Researchers supported by the National Institute of Allergy and Infectious Diseases (NIAID) have developed a vaccine that protects mice against multiple strains of Staphylococcus aureus (S. aureus), an increasingly stubborn microbe and the most common cause of hospital-acquired infections. The new vaccine is the first to be made from a bacterial molecule produced primarily during infection, rather than in laboratory culture. A report of the study by scientists at Brigham and Women's Hospital and Harvard Medical School in Boston appears in the May 28, 1999, issue of Science.
"This is an intriguing finding and a hopeful step against a very worrisome pathogen," says NIAID Director Anthony S. Fauci, M.D. "Within the last two years, S. aureus has become increasingly resistant to antibiotics. Most troubling is the emergence of strains that are partially resistant to vancomycin, our last line of defense against S. aureus. New treatments and, ideally, an effective vaccine, are urgently needed."

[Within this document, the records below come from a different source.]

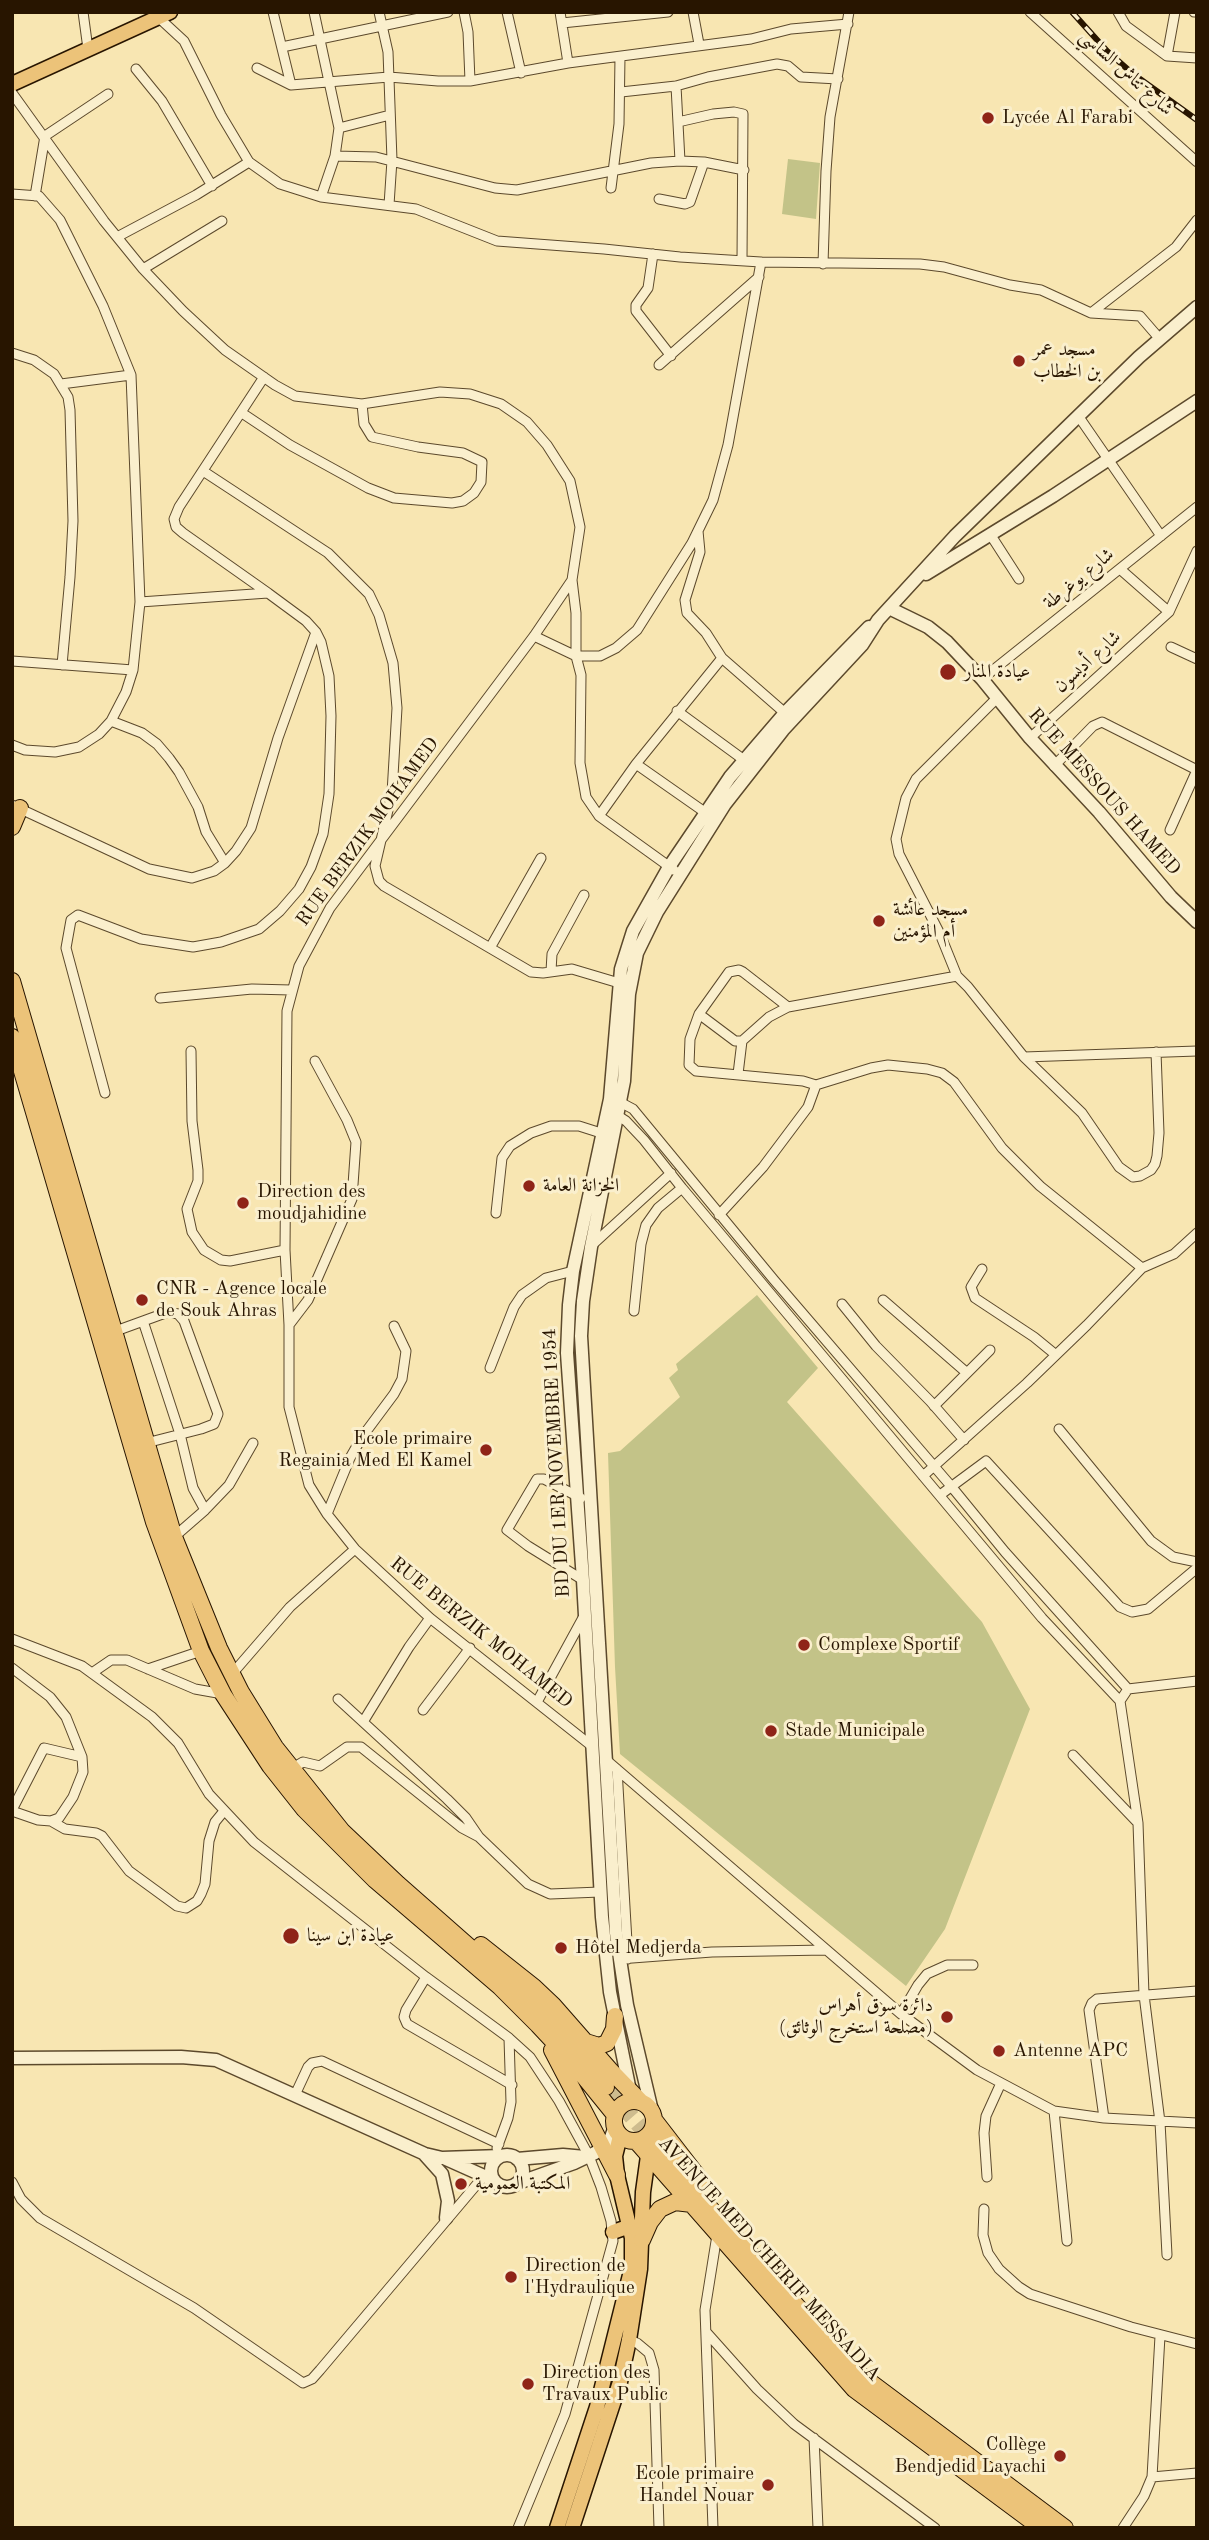 <!DOCTYPE html>
<meta charset="utf-8">
<style>
body{margin:0}
#map{position:relative;width:1209px;height:2540px;overflow:hidden;background:#f8e6b2;font-family:"Old Standard TT",serif}
canvas{display:block}
.frame{position:absolute;inset:0;border:14px solid #281500;pointer-events:none}
</style>
<div id="map">
<canvas width="1209" height="2540"></canvas>
<div class="frame"></div>
</div>
<script>
const ctx = document.querySelector('canvas').getContext('2d');
ctx.lineJoin = 'round';
function fill(path, color) { ctx.fillStyle = color; ctx.fill(path, 'evenodd'); }
const toPath = rows => new Path2D(rows.map(r => 'M' + r).join(''));
function trace(path, color, width, dash) { ctx.strokeStyle = color; ctx.lineWidth = width; ctx.lineCap = dash ? 'butt' : 'round'; ctx.setLineDash(dash || []); ctx.stroke(path); }
function write(font, color, halo, rows, align = 'center') {
  ctx.font = font + ' "Old Standard TT",Amiri,serif'; ctx.lineWidth = 6; ctx.setLineDash([]); ctx.textBaseline = 'middle'; ctx.strokeStyle = halo; ctx.fillStyle = color; for (const [text, x, y, turn = 0] of rows) {
    ctx.save(); ctx.translate(x, y); ctx.rotate((+turn || 0) * Math.PI / 180); ctx.textAlign = isNaN(turn) ? turn : align; if (halo) ctx.strokeText(text, 0, 0); ctx.fillText(text, 0, 0); ctx.restore();
  }
}
fill(toPath([
 [788,159,820,163,816,219,782,214],
 [757,1295,818,1368,787,1402,982,1622,1030,1709,945,1929,906,1986,620,1754,615,1667,608,1453,620,1451,680,1397,669,1378,678,1370,676,1364]
]), '#c3c388');
trace(toPath([
 [606,2087,662,2152]
]), '#cebc8e', 16, [16, 8]);
const minor = toPath([
 [83,12,88,49],
 [273,12,291,85],
 [314,12,339,128,335,156,321,197],
 [379,12,388,52,392,160,389,205],
 [464,12,468,32,470,81],
 [507,12,521,73],
 [560,12,568,63],
 [693,12,699,44],
 [1030,12,1197,162],
 [1118,12,1126,26,1167,56,1197,58],
 [1194,12,1197,12],
 [158,17,184,41,221,115,249,162,280,184,321,197,416,209,497,241,604,249,680,257,761,262,920,264,944,267,1010,285,1041,290,1091,313,1140,316,1159,338],
 [562,23,668,12],
 [282,47,448,12],
 [1167,56,1175,12],
 [257,68,291,85,389,77,438,81,470,81,568,63,751,39,791,29,848,24],
 [136,69,162,101,212,186],
 [676,86,680,161],
 [621,92,676,86,708,77,777,64,788,66,801,77,838,79],
 [12,93,104,221,143,269,183,311,225,350,275,385,295,396,362,404,440,392,470,394,501,404,527,422,547,445,570,481,580,527,572,580,576,613,576,656,581,675,580,763,586,797,599,816,674,870],
 [678,122,713,114,734,112,743,114,742,260],
 [339,128,390,115],
 [335,156,376,157,495,188,517,190,651,163,680,161,704,162,744,170],
 [611,188,619,124,620,57],
 [12,194,39,196,60,220,103,306,131,375,140,602,133,670,126,692,111,721,99,734,79,747,55,752,25,750,12,745],
 [35,196,45,136,108,94],
 [659,199,685,204,690,202,704,162],
 [117,237,196,195,249,162],
 [653,254,648,288,636,305,636,311,671,356],
 [823,264,826,171,830,117,849,12],
 [143,269,222,221],
 [1091,313,1176,247,1197,220],
 [12,353,34,360,54,374,68,397,70,410,73,521,70,577,62,665],
 [659,365,759,277],
 [264,377,179,507,174,519,176,527,183,533,268,593],
 [61,384,131,375],
 [242,413,290,445,368,488,394,498,452,503,463,501,474,493,481,482,482,462,463,453,418,447,372,437,364,424,362,404],
 [1079,417,1161,536],
 [203,471,328,553,369,594,379,615,393,663,397,708,392,793,375,866,379,881,384,886,531,972,543,973,572,969,619,983],
 [698,531,700,552,685,600,687,613,706,633,722,658,785,713],
 [990,534,1019,579],
 [1120,569,1169,612],
 [572,580,534,636,330,908,299,966,287,1011,285,1250,289,1325,289,1407,309,1485,327,1514,355,1549,430,1618,593,1747],
 [534,636,576,656,600,656,616,648,637,630,692,543,713,500,728,445,761,262],
 [1171,647,1197,659],
 [12,661,133,670],
 [982,679,1197,507],
 [677,711,744,760],
 [111,721,142,733,157,744,169,758,179,772,198,807,206,832,225,863],
 [1030,738,1169,612,1197,551],
 [1054,766,1093,726,1102,722,1197,770],
 [12,805,149,869,192,878,214,871,225,863,236,851,251,828,278,738,316,632],
 [706,813,636,764,722,658],
 [599,816,636,764],
 [1170,830,1197,770],
 [490,948,541,858],
 [551,971,552,954,584,895],
 [957,976,940,934,899,854,896,839,906,798,916,779,996,699],
 [160,998,252,989,291,990],
 [788,1007,743,972,739,970,729,972,699,1014,690,1039,689,1065,696,1071,803,1081,816,1085],
 [699,1014,735,1041,742,1041,769,1017,788,1007,957,976,968,987,1024,1057,1082,1113,1119,1167,1133,1177,1140,1176,1151,1170,1155,1164,1157,1156,1159,1133,1156,1052],
 [191,1051,192,1121,198,1170,198,1181,187,1209,192,1232,204,1250,221,1260,230,1261,285,1250],
 [1024,1057,1197,1051],
 [738,1074,742,1041],
 [105,1093,66,948,71,920,78,915,141,939,193,947,221,942,259,929,280,911,299,889,311,867,323,834,329,794,331,716,329,676,321,642,316,632,306,621,268,593,140,602],
 [616,1100,633,1109,774,1280,951,1486,1005,1552,1128,1689],
 [615,1114,626,1121,644,1140,682,1188,1042,1618,1120,1701,1138,1823,1144,1995,1160,2122,1167,2255],
 [496,1213,502,1158,510,1146,531,1133,551,1126,579,1126,601,1133],
 [719,1215,763,1167,808,1107,816,1085,871,1068,888,1065,927,1069,942,1073,954,1082,1002,1148,1040,1186,1142,1268],
 [591,1246,671,1173],
 [982,1269,971,1287,975,1298,1034,1337,1056,1355],
 [883,1300,967,1373],
 [842,1304,876,1346,930,1401,964,1440],
 [634,1311,641,1244,646,1225,658,1208,682,1188],
 [143,1321,180,1434,193,1488,205,1510],
 [289,1325,308,1300,352,1199,356,1142,347,1120,315,1061],
 [113,1332,168,1312,178,1314,184,1321,218,1414,214,1424,201,1429,146,1443],
 [490,1368,514,1307,522,1295,546,1278,573,1271],
 [934,1406,990,1350],
 [1059,1429,1151,1541,1173,1557,1197,1562],
 [923,1476,1027,1383,1087,1325,1142,1268,1174,1254,1197,1233],
 [940,1495,986,1461,1120,1607,1132,1612,1148,1609,1197,1568],
 [581,1498,544,1479,537,1479,507,1530,528,1546,583,1580],
 [327,1514,350,1458,362,1437,394,1394,402,1379,406,1351,394,1326],
 [174,1537,205,1510,229,1485,253,1443],
 [12,1639,82,1666,152,1717,178,1743,209,1794,254,1842,426,1977,509,2038,530,2057,559,2101,589,2156,601,2187,611,2221,613,2241,565,2414,518,2528],
 [12,1668,50,1697,66,1717,82,1757,83,1772,73,1797,59,1818,51,1821],
 [148,1669,201,1651],
 [92,1673,111,1660,127,1660,195,1689,223,1694],
 [232,1674,290,1607,355,1549],
 [338,1699,447,1799,466,1818,479,1837,528,1884,550,1894,600,1892],
 [1120,1701,1128,1689,1197,1681],
 [537,1702,584,1616],
 [423,1710,470,1648],
 [363,1722,409,1647,430,1618],
 [1073,1755,1137,1822],
 [605,1759,901,2014,977,2070,1054,2111,1104,2118,1197,2123],
 [291,1769,303,1762,320,1766,347,1747,361,1747,462,1828,479,1837],
 [617,1769,628,1959],
 [12,1810,44,1748,82,1757],
 [12,1811,38,1820,51,1821,65,1829,96,1833,102,1836,129,1871,177,1906,186,1908,197,1901,201,1894,205,1884,209,1841,215,1822,224,1811],
 [619,1959,712,1952,826,1950],
 [426,1977,406,2010,404,2017,407,2024,512,2085],
 [901,2014,918,1985,927,1974,947,1965,973,1965],
 [295,2095,308,2067,312,2063,322,2061,499,2144],
 [1054,2111,1067,2241],
 [1104,2118,1089,2010,1092,2003,1097,1999,1197,1991],
 [497,2148,508,2118,511,2102,509,2038],
 [987,2177,984,2133,986,2116,1001,2083],
 [12,2182,21,2199,40,2218,194,2308,303,2383,312,2379,320,2370,483,2177],
 [984,2209,983,2235,988,2253,999,2269,1019,2287,1030,2294,1131,2327,1197,2344],
 [707,2333,757,2389,794,2424,935,2528],
 [627,2339,637,2343,649,2353,654,2370,659,2528],
 [814,2438,818,2528],
 [1152,2477,1197,2473],
 [713,2528,705,2310,717,2235],
 [1123,2528,1144,2496,1152,2477,1160,2336]
]);
const tertiary = toPath([
 [926,574,1053,496,1197,401],
 [889,608,928,627,947,642,982,679,1030,738,1099,812,1171,897,1197,922],
 [12,2058,181,2057,216,2060,425,2154,442,2158,501,2156],
 [630,2091,610,1992,602,1917,583,1580,567,1353,569,1305,573,1271,610,1099,621,969,633,931,669,867,730,777,785,713,869,627],
 [652,2111,627,2005,616,1933,581,1336,583,1301,591,1247,624,1081,629,994,637,953,657,912,725,804,783,730,862,645,878,620,955,536,1139,357,1197,307],
 '491 2171a16 16 0 1 1 32 0a16 16 0 1 1-32 0Z',
 [425,2155,442,2174,448,2201,446,2218],
 [446,2159,493,2180],
 [517,2159,563,2155,585,2157],
 [518,2183,574,2163,595,2153,609,2142,615,2127]
]);
const primary = toPath([
 [12,84,170,12],
 [613,2232,630,2226],
 [557,2528,597,2407,632,2267,632,2238,617,2175,615,2156,620,2136],
 [572,2528,620,2382,629,2340,640,2269,643,2192,648,2156,660,2130]
]);
const trunk = toPath([
 [12,827,20,808],
 [12,981,174,1537,219,1648,241,1692,275,1747,342,1831,398,1884,533,2003,574,2047,606,2087],
 [12,1037,154,1522,201,1651,223,1694,270,1766,304,1809,375,1880,500,1987,538,2025,568,2057,615,2115],
 [481,1945,534,1987,553,2005,610,2070,641,2102],
 [586,2042,599,2046,607,2043,614,2029,615,2016],
 [552,2050,617,2175],
 '614 2121a20 20 0 1 1 40 0a20 20 0 1 1-40 0Z',
 [655,2121,709,2191],
 [637,2142,854,2389,1041,2528],
 [663,2153,722,2222,854,2370,1065,2528],
 [642,2240,650,2222,660,2209,675,2202,692,2204]
]);
trace(minor, '#5c492c', 11);
trace(tertiary, '#5c492c', 15);
trace(primary, '#281500', 17);
trace(trunk, '#281500', 18);
trace(minor, '#faefcd', 9);
trace(tertiary, '#faefcd', 12);
trace(primary, '#ecc379', 14);
trace(trunk, '#ecc379', 16);
const rail = toPath([
 [1072,12,1107,51,1133,74,1197,120]
]);
trace(rail, '#281500', 6);
trace(rail, '#faefcd', 3.5, [10]);
for (const [x, y, r, color] of [
 [988,118,7,"#8f2418"],
 [1019,361,7,"#8f2418"],
 [948,672,9,"#8f2418"],
 [879,921,7,"#8f2418"],
 [529,1186,7,"#8f2418"],
 [243,1203,7,"#8f2418"],
 [142,1300,7,"#8f2418"],
 [486,1450,7,"#8f2418"],
 [804,1645,7,"#8f2418"],
 [771,1731,7,"#8f2418"],
 [291,1936,9,"#8f2418"],
 [561,1948,7,"#8f2418"],
 [947,2017,7,"#8f2418"],
 [999,2051,7,"#8f2418"],
 [461,2184,7,"#8f2418"],
 [511,2277,7,"#8f2418"],
 [528,2384,7,"#8f2418"],
 [1060,2456,7,"#8f2418"],
 [768,2485,7,"#8f2418"]
]) { const dot = new Path2D(); dot.arc(x, y, r, 0, 2 * Math.PI); ctx.fillStyle = color; ctx.fill(dot); trace(dot, '#faefcd', 2.5); }
write('19px', '#281500', '#faefcd', [
 ["شارع نتاش الساسي",1126,73,42],
 ["شارع يوغرطة",1079,579,-39],
 ["شارع أديسون",1088,662,-42],
 ["RUE MESSOUS HAMED",1104,792,48],
 ["RUE BERZIK MOHAMED",368,832,-54],
 ["BD DU 1ER NOVEMBRE 1954",557,1463,-93],
 ["RUE BERZIK MOHAMED",481,1633,39],
 ["AVENUE MED-CHERIF MESSADIA",769,2259,48]
]);
write('19px', '#281500', '#faefcd', [
 ["Lycée Al Farabi",1002,118],
 ["مسجد عمر",1033,350],
 ["بن الخطاب",1033,372],
 ["عيادة المنار",964,672],
 ["مسجد عائشة",893,910],
 ["أم المؤمنين",893,932],
 ["الخزانة العامة",543,1186],
 ["Direction des",257,1192],
 ["moudjahidine",257,1214],
 ["CNR - Agence locale",156,1289],
 ["de Souk Ahras",156,1311],
 ["Ecole primaire",472,1439,"right"],
 ["Regainia Med El Kamel",472,1461,"right"],
 ["Complexe Sportif",818,1645],
 ["Stade Municipale",785,1731],
 ["عيادة ابن سينا",307,1936],
 ["Hôtel Medjerda",575,1948],
 ["دائرة سوق أهراس",933,2006,"right"],
 ["(مصلحة استخرج الوثائق)",933,2028,"right"],
 ["Antenne APC",1013,2051],
 ["المكتبة العمومية",475,2184],
 ["Direction de",525,2266],
 ["l'Hydraulique",525,2288],
 ["Direction des",542,2373],
 ["Travaux Public",542,2395],
 ["Collège",1046,2445,"right"],
 ["Bendjedid Layachi",1046,2467,"right"],
 ["Ecole primaire",754,2474,"right"],
 ["Handel Nouar",754,2496,"right"]
], 'left');
</script>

Each year an estimated 500,000 patients in American hospitals contract staph infections. S. aureus, the chief culprit, also is a common source of community acquired infections, and causes illnesses that range from minor skin infections and abscesses to life-threatening diseases such as severe pneumonia, meningitis, bone and joint infections, and infections of the heart and bloodstream.
Molecules isolated from bacteria grown in the laboratory have been one source of new vaccine candidates. However, since bacterial growth under laboratory conditions may not mimic an actual infection, scientists recently have begun searching for bacterial products that are activated specifically during infection.
"Presumably, these products are critical for infection and disease progression, and would therefore be logical targets for new therapeutics or vaccines," explains Gerald B. Pier, Ph.D., who led the research team that developed the new S. aureus vaccine.